EHR Russian Roulette

June 24, 2013
We cannot develop training programs with a “one size fits all” mentality. It has to be multiple solutions to fit the multiple clinician personalities, as well as the single physician with multiple personalities.

There are many reasons users change EHR’s. Some are forced to change because the organization has grown beyond the capabilities of the product. Others change when they transition employers. Either way, you’re never sure what you are going to get when you pull that trigger.

Not all EHR’s are the same. I am not just talking about the “look and feel,” I mean the core application is drastically different. Some were developed by data base analysts locked in a room, then tweaked to fit clinical informatics. Other EHR’s were developed by clinicians and then tweaked to fit data architectures, while others grew from a niche’ clinical application. Either way, they all have their own personalities, quirks and silver bullets.

Finding the bullet in the chamber:

I don’t have time; EHR training is often divided into Clinicians and Staff. The staff receives one or two days of training. The clinicians receive half or full day of training. “They don’t have time to sit in a classroom.”
I need to see patients; Frustration builds when clinicians are asked to learn new software when they really want to just see patients.  You have a few show-up for part of the training and they just don’t have time for the rest.I used an EHR before; Some EHR physician champions find themselves lost when they transition to a new EHR. They expect the new EHR to behave the same, and mock the nuances of the one they are trying to learn. This not only affects individual productivity, but permeates the moral of other clinicians. One thing to remember is that the best EHR is the one that you used at your last organization or the one you just purchased and have not used yet.  
I just need someone to do the documentation for me; Nothing like admitting defeat and handing someone a crutch. It reminds me of the first transition to computers. “What do you mean I have to type my own memos?”

Just give me Dragon, I’ll be fine; I am a big fan of Dragon. Speech recognition and natural language processing. It is where we all need to be headed. However, you still need to train users how to navigate and park the data in such a way that it can be "data mined" later. Once you have someone parking data in a free form text page, then you have to reverse engineer how to get reportable clinical quality measures.

I had a physician mention that he struggled with the EHR training. He went home and tried the demos remotely and after a few glasses of Jameson he finally got it! I guess once the frustration and aggravation was set aside, he was able to focus on the flow.

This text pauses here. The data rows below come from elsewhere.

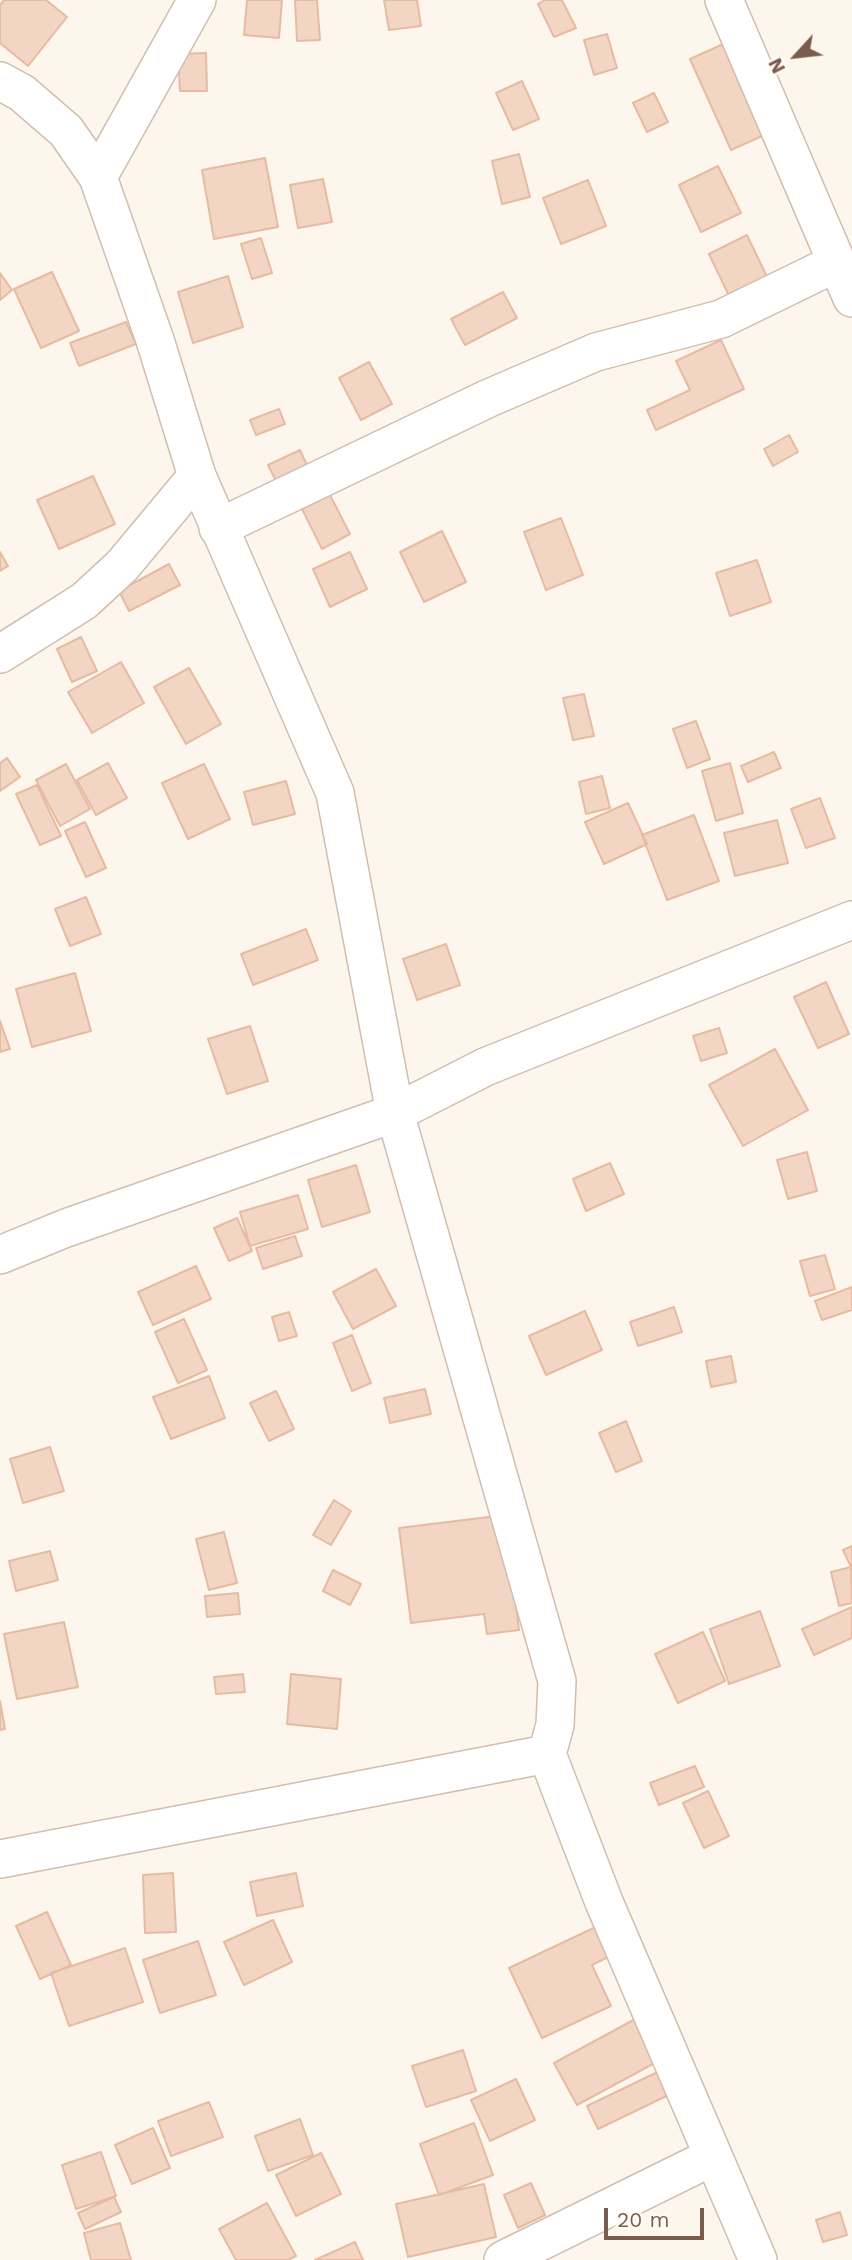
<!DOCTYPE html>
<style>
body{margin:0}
#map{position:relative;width:852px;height:2260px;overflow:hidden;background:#fdf6ec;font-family:"Work Sans",sans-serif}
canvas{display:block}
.north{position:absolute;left:761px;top:21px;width:70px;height:70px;-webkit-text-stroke:5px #fffaf3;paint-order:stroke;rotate:243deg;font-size:19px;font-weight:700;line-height:28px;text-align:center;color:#7a5c4d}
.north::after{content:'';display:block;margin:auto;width:24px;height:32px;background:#7a5c4d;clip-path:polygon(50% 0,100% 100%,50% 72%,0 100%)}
.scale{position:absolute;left:604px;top:2208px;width:100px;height:32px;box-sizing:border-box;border:4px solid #7a5c4d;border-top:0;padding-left:9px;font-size:21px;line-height:24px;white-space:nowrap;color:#7a5c4d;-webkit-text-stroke:5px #fffaf3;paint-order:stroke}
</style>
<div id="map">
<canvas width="852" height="2260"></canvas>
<div class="north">N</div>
<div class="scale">20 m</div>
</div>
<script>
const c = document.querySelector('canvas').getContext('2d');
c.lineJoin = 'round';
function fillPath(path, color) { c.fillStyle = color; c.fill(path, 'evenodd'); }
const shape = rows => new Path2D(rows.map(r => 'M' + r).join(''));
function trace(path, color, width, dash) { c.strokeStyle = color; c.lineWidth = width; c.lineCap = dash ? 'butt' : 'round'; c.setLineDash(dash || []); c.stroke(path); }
const building = shape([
 [4,0,46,0,67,17,28,66,0,43,0,5,4,0],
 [247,0,282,0,279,38,244,35,247,0],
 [295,0,317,0,320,40,297,41,295,0],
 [384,0,417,0,421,26,389,30,384,0],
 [545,0,562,0,576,28,554,37,538,4,545,0],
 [607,34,617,68,594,75,584,40,607,34],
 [730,41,771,132,731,150,690,59,730,41],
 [206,53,207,91,180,91,178,54,206,53],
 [522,81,539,119,513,130,496,93,522,81],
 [654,93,668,122,647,132,633,103,654,93],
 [519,154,530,197,502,204,492,161,519,154],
 [265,158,278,227,214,239,202,170,265,158],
 [718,166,741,213,701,232,679,185,718,166],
 [323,179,332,222,298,228,290,185,323,179],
 [588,180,606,226,561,244,543,198,588,180],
 [747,235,769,281,731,300,709,254,747,235],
 [261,238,272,273,252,279,241,244,261,238],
 [52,272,79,331,41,348,14,289,52,272],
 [0,273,12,290,0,300,0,273],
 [228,276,243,327,193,343,178,292,228,276],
 [503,292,517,318,465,345,451,319,503,292],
 [126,322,136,344,79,366,70,343,126,322],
 [721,340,744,389,656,430,647,410,690,390,676,361,721,340],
 [369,362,392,404,361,420,339,378,369,362],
 [279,409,285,424,256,435,250,420,279,409],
 [789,435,798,452,773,466,764,449,789,435],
 [300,450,310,472,279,487,268,465,300,450],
 [93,476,115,524,59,549,37,500,93,476],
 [330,495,350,534,322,549,302,509,330,495],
 [561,518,583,575,546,590,524,532,561,518],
 [442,531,466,582,424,602,400,552,442,531],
 [0,552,8,566,0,571,0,552],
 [350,552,367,589,330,607,313,569,350,552],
 [757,560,771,602,730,616,716,573,757,560],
 [169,564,180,585,129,611,119,591,169,564],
 [81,637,97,671,72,682,57,649,81,637],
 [121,662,144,703,92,733,68,692,121,662],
 [189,668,221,724,186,744,154,687,189,668],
 [584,694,594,736,573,740,563,698,584,694],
 [696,721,710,759,687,768,673,729,696,721],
 [774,752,781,768,748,782,741,766,774,752],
 [7,758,20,777,0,791,0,763,7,758],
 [108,763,127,798,96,815,77,780,108,763],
 [730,763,743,813,716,821,702,771,730,763],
 [66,764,90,809,60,826,36,780,66,764],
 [204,764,230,819,188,839,162,783,204,764],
 [602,776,610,808,586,814,579,782,602,776],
 [286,781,295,814,253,825,244,792,286,781],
 [37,785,61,836,40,845,16,794,37,785],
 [820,798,835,838,806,848,791,809,820,798],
 [628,803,647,844,604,864,585,822,628,803],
 [694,815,719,881,667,900,642,835,694,815],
 [777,820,788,863,735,876,724,833,777,820],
 [85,822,106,868,86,877,65,831,85,822],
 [86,897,101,934,70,946,55,909,86,897],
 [306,929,318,960,253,985,241,954,306,929],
 [446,944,460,985,417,1000,403,959,446,944],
 [75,973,91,1031,32,1047,16,989,75,973],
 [826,982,849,1034,818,1048,794,997,826,982],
 [0,1021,10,1049,0,1052,0,1021],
 [250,1026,268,1081,227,1094,208,1039,250,1026],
 [719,1028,727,1053,701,1061,693,1036,719,1028],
 [775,1049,808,1110,743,1146,709,1085,775,1049],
 [807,1152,817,1191,788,1199,777,1160,807,1152],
 [610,1163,624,1194,586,1211,573,1179,610,1163],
 [356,1165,370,1212,322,1227,308,1180,356,1165],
 [298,1195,308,1229,250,1246,240,1212,298,1195],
 [237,1218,252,1251,229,1261,214,1228,237,1218],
 [295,1236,302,1256,263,1269,256,1248,295,1236],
 [825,1255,835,1289,810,1296,800,1261,825,1255],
 [196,1266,211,1299,153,1325,138,1292,196,1266],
 [376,1269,396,1306,353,1329,333,1292,376,1269],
 [852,1287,852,1310,822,1320,815,1301,852,1287],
 [674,1307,682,1332,638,1346,630,1322,674,1307],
 [585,1311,602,1350,546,1375,529,1336,585,1311],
 [289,1312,297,1336,279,1341,272,1317,289,1312],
 [184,1319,207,1370,178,1383,155,1332,184,1319],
 [352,1335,371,1383,352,1391,333,1343,352,1335],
 [731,1356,736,1382,711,1387,706,1361,731,1356],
 [209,1376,225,1418,171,1439,153,1397,209,1376],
 [425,1389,431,1414,390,1423,384,1398,425,1389],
 [276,1391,294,1429,269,1441,250,1403,276,1391],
 [626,1421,642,1461,616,1472,599,1433,626,1421],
 [50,1447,64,1491,23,1503,10,1459,50,1447],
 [334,1500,351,1511,331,1545,313,1535,334,1500],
 [505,1515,519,1630,487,1634,484,1614,411,1623,399,1528,505,1515],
 [224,1532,237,1583,209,1590,196,1539,224,1532],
 [852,1546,852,1569,843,1550,852,1546],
 [50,1551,58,1580,16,1591,9,1561,50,1551],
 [851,1567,852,1603,839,1606,831,1572,851,1567],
 [333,1570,361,1584,350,1605,323,1591,333,1570],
 [238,1593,240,1614,207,1617,205,1596,238,1593],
 [852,1607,852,1638,814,1655,802,1629,852,1607],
 [760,1611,780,1666,729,1684,710,1629,760,1611],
 [64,1622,78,1687,17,1699,4,1634,64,1622],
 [703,1632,725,1681,678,1703,655,1654,703,1632],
 [243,1674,245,1692,216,1694,214,1677,243,1674],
 [291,1674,341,1679,337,1729,287,1724,291,1674],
 [0,1701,5,1729,0,1730,0,1701],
 [695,1766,704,1787,659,1805,650,1783,695,1766],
 [708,1791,729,1836,704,1848,683,1803,708,1791],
 [173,1873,176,1932,145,1933,143,1875,173,1873],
 [296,1873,303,1906,257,1916,250,1882,296,1873],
 [47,1912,71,1965,40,1979,16,1926,47,1912],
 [273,1920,292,1962,244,1985,224,1942,273,1920],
 [602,1924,616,1953,592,1965,611,2006,542,2038,509,1968,602,1924],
 [198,1941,216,1995,160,2013,143,1960,198,1941],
 [125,1948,143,2002,69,2026,51,1973,125,1948],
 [639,2017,662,2059,577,2105,554,2063,639,2017],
 [463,2050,476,2091,426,2107,412,2066,463,2050],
 [668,2067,679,2090,598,2129,587,2106,668,2067],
 [516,2079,535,2120,490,2141,471,2100,516,2079],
 [209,2102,223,2137,171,2156,158,2121,209,2102],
 [300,2119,313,2155,268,2171,255,2136,300,2119],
 [474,2123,493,2175,439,2195,420,2144,474,2123],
 [153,2128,170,2168,132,2184,115,2145,153,2128],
 [101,2152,116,2196,76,2209,62,2165,101,2152],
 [321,2153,341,2194,296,2216,276,2175,321,2153],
 [531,2183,545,2215,518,2228,504,2195,531,2183],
 [484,2184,496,2237,408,2257,396,2204,484,2184],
 [114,2197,121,2212,85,2229,78,2213,114,2197],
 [267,2203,296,2256,288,2260,236,2260,219,2229,267,2203],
 [840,2212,847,2235,823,2242,816,2220,840,2212],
 [120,2223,131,2260,91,2260,84,2233,120,2223],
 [355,2242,363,2260,315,2260,355,2242]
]);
fillPath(building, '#f3d5c3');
trace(building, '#e6bba3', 2);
const street = shape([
 [724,0,852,298],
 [0,81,22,93,66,131,98,177,155,340,197,476,335,793,395,1113,557,1681,555,1725,547,1754,604,1902,758,2260],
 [98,177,197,0],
 [218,528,489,398,596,352,721,319,836,263],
 [0,654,84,601,122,566,197,476],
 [0,1255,66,1228,395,1113,485,1067,852,920],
 [0,1859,547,1754],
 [503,2260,712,2157]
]);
trace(street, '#d1beb0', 40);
trace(street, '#fff', 37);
</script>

Adult learning is a science, not an art. Yet we tend to overlook the issues associated with clinicians trying to learn a new pathway to document clinical encounters. In a way, they are often asked to forget what was drilled into them in Med School and now follow a formula that the organization believes yields better clinical outcomes.  This needs to be done in order to advance the stage of clinical documentation and analytics, however how the training takes place is often haphazard.  

What is missing is a comprehensive way to deal with adult learning. We tend to focus on workflows, accommodate productivity requirements, engage IT specialist…but we don’t engage people trained in the science of Adult Learning. You have to provide Computer Based Training, Classroom, Lab, Remote, and combination of Hands-On and Real world examples. We cannot develop training programs with a “one size fits all” mentality. It has to be multiple solutions to fit the multiple clinician personalities, as well as the single physician with multiple personalities. It has to be different tools to fit the different training requirements. We also have to factor in the nuances of the EHR application and determine the right tool for each student. Otherwise, you’re just spinning the revolver's cylinder.